§ Task:
In the data that follows, find the line with "background:var(--page); color:var(--text); height:100vh;"; transcribe it, every later line up to the one with "flex:none; width:28px; height:28px;", and that line as well, exactly and with no others.

*** Opening of Records provided ***

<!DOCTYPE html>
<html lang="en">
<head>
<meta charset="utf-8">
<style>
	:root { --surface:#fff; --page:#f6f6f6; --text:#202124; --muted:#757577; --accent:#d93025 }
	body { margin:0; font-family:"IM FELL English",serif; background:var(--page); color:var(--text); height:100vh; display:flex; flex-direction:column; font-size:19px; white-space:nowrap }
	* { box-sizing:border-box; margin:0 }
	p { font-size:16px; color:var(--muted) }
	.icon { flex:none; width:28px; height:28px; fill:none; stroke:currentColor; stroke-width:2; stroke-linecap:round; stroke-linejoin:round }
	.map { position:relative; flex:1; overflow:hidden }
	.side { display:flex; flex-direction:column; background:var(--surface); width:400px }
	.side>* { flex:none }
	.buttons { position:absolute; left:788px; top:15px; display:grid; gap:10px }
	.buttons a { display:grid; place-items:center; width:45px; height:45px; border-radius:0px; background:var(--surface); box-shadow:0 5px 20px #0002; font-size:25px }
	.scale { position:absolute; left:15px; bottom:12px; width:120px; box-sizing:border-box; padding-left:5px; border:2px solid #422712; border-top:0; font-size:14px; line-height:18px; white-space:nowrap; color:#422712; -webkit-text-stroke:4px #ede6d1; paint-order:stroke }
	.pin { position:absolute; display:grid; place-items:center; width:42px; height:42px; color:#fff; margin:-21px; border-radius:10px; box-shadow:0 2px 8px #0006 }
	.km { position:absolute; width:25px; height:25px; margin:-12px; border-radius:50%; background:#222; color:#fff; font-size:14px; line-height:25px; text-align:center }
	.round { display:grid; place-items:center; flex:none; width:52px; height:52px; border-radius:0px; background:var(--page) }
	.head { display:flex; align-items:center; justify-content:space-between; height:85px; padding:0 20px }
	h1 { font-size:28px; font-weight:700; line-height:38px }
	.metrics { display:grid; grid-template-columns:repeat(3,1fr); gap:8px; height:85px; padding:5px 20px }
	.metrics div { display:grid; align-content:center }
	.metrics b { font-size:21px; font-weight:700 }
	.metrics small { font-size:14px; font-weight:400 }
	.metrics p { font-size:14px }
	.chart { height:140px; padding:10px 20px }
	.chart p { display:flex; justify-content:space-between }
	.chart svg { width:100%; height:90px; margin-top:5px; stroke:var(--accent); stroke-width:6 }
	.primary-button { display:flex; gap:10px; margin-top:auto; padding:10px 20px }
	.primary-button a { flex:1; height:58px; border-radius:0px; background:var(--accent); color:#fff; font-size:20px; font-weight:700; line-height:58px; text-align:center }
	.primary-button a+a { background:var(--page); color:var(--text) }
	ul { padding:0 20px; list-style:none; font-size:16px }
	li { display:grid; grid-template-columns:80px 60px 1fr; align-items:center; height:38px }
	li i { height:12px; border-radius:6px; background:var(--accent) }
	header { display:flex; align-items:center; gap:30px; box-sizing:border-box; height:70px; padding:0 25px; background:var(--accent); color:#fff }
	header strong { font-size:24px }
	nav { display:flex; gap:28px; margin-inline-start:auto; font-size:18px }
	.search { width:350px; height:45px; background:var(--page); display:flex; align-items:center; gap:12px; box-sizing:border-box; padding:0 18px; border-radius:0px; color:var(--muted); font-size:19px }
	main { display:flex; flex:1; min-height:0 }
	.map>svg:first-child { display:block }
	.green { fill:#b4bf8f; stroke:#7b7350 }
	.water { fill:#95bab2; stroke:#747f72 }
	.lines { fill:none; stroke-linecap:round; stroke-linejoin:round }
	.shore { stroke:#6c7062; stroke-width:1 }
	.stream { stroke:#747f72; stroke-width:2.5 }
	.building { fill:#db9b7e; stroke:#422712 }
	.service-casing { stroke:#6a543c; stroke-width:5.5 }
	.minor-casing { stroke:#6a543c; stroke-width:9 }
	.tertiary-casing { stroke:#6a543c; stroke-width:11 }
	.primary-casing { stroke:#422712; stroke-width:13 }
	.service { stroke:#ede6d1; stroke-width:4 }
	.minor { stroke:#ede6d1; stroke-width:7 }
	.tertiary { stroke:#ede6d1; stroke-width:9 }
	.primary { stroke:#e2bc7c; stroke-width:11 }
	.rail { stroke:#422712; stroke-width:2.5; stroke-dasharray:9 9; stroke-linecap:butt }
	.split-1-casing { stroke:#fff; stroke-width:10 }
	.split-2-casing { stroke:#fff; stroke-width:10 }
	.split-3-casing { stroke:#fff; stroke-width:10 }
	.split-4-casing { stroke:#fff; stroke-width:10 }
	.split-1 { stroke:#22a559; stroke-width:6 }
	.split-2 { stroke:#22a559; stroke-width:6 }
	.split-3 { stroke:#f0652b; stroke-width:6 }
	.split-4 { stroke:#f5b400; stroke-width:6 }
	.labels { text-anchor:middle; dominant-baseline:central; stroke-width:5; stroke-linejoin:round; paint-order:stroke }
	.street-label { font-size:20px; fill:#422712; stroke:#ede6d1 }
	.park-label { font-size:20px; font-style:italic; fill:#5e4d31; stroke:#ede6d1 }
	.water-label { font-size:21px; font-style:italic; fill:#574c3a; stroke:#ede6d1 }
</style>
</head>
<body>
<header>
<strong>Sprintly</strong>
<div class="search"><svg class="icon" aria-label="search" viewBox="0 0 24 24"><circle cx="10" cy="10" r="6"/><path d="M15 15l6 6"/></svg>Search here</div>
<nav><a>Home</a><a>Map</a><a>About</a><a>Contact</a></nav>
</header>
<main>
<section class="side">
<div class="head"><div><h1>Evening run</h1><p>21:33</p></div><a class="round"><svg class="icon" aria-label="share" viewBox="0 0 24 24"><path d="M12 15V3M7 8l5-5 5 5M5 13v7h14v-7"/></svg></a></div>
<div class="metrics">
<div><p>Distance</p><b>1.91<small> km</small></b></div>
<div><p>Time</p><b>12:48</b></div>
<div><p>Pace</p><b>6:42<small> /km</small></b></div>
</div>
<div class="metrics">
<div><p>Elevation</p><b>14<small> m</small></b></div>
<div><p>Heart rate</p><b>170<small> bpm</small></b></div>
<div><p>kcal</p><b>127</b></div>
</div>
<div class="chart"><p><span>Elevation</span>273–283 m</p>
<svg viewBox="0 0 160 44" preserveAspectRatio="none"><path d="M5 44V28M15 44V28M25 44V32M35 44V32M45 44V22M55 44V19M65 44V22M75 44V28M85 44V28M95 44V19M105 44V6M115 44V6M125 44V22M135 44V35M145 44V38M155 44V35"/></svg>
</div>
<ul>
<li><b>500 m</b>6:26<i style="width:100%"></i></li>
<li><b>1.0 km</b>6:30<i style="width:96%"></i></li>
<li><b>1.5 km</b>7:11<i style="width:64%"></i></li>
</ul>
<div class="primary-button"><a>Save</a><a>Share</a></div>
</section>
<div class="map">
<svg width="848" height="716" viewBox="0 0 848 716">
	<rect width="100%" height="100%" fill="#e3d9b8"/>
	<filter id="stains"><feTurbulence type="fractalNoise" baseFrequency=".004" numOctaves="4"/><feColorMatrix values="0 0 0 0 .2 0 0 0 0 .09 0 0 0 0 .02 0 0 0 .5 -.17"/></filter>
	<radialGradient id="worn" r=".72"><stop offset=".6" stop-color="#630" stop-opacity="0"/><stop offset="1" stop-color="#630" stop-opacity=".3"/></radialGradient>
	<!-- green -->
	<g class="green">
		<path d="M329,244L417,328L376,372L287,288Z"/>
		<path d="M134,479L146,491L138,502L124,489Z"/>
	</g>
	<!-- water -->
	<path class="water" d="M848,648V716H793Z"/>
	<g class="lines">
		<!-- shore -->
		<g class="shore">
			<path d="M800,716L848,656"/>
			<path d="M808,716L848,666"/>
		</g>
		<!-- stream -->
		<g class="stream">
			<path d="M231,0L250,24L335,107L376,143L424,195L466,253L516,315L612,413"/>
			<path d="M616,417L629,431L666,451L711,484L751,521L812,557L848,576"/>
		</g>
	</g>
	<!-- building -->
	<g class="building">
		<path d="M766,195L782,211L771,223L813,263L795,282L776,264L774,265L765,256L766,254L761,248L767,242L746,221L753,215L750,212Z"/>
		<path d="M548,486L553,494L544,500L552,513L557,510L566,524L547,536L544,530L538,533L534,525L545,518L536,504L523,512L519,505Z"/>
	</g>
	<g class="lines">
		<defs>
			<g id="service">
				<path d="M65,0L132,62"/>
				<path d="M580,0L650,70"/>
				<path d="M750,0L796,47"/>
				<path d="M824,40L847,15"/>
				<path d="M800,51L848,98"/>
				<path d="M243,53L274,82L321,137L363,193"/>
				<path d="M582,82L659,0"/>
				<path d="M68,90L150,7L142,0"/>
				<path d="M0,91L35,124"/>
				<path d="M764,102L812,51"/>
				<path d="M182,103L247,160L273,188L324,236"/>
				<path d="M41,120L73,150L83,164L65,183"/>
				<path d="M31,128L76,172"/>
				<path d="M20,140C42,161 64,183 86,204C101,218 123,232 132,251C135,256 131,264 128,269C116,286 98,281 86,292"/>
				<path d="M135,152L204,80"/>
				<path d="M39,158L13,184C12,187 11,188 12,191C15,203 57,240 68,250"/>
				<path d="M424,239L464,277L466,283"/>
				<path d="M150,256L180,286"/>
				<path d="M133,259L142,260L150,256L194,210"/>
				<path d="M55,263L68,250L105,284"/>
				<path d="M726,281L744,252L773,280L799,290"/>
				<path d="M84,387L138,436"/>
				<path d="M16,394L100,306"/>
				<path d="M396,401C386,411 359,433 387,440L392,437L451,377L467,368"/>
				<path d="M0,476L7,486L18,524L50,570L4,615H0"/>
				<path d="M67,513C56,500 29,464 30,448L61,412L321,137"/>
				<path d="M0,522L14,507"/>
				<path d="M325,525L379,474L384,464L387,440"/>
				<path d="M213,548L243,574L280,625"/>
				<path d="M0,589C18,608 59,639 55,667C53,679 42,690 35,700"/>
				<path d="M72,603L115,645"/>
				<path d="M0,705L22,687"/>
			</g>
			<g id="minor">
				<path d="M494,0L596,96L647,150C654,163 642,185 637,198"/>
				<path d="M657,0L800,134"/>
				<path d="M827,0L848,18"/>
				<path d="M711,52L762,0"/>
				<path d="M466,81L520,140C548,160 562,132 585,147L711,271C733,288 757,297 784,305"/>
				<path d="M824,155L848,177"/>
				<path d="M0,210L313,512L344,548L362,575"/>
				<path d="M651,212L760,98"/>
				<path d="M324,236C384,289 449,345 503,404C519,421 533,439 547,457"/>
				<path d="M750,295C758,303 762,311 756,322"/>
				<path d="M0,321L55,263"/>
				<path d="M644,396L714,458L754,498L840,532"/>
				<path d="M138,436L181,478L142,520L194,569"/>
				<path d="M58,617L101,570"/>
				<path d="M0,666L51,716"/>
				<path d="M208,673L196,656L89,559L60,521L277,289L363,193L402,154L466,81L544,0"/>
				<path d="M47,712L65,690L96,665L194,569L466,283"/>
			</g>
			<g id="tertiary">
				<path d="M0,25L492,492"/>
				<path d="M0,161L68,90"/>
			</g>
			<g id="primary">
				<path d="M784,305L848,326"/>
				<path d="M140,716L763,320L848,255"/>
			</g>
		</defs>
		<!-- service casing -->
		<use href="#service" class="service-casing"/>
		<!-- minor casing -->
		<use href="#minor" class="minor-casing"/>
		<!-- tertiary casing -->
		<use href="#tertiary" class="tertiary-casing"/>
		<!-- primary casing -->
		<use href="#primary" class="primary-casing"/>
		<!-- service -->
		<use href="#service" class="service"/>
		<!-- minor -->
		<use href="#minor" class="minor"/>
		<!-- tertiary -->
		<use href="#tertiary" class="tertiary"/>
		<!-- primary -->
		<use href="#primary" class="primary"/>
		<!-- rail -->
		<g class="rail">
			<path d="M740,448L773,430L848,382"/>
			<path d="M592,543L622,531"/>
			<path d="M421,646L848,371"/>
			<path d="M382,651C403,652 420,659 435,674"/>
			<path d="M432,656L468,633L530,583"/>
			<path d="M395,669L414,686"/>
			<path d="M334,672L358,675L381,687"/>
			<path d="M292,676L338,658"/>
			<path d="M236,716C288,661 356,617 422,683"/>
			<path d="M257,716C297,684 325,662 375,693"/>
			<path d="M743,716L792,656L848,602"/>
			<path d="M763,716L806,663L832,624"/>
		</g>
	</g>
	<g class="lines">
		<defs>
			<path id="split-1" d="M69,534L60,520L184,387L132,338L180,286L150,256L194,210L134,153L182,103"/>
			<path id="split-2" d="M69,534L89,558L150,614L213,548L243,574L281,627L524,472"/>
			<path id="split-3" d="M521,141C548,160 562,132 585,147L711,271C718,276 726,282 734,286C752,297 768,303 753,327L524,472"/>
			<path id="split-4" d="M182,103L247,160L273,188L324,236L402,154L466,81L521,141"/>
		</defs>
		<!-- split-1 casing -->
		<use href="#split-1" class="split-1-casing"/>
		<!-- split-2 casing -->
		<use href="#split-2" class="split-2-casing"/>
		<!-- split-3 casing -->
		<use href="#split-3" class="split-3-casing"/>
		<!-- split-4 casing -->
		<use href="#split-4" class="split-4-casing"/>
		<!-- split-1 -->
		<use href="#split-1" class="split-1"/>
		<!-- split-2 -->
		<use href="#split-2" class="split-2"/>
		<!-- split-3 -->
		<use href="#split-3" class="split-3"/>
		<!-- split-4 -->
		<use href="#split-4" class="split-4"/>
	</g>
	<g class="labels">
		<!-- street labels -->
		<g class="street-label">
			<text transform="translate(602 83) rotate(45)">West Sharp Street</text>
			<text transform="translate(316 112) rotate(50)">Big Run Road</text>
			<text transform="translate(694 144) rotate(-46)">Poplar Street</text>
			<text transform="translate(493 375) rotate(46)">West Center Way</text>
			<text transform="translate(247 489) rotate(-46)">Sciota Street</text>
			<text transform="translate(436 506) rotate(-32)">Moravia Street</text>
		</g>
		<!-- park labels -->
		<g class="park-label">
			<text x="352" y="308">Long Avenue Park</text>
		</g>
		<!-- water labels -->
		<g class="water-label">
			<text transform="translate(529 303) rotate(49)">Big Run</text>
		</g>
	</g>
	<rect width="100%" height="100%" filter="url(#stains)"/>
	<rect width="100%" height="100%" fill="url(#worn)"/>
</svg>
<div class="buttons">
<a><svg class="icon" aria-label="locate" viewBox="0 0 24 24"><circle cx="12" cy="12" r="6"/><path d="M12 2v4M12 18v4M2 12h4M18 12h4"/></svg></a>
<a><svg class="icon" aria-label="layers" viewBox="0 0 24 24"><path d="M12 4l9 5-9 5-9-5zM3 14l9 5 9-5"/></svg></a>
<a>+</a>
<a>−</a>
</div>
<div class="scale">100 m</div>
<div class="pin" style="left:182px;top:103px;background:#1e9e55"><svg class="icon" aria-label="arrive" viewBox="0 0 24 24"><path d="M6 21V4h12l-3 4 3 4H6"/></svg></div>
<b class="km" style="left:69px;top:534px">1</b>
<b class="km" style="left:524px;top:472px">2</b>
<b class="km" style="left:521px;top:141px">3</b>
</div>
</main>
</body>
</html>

*** Close of Records provided ***

§ Exercise result:
	body { margin:0; font-family:"IM FELL English",serif; background:var(--page); color:var(--text); height:100vh; display:flex; flex-direction:column; font-size:19px; white-space:nowrap }
	* { box-sizing:border-box; margin:0 }
	p { font-size:16px; color:var(--muted) }
	.icon { flex:none; width:28px; height:28px; fill:none; stroke:currentColor; stroke-width:2; stroke-linecap:round; stroke-linejoin:round }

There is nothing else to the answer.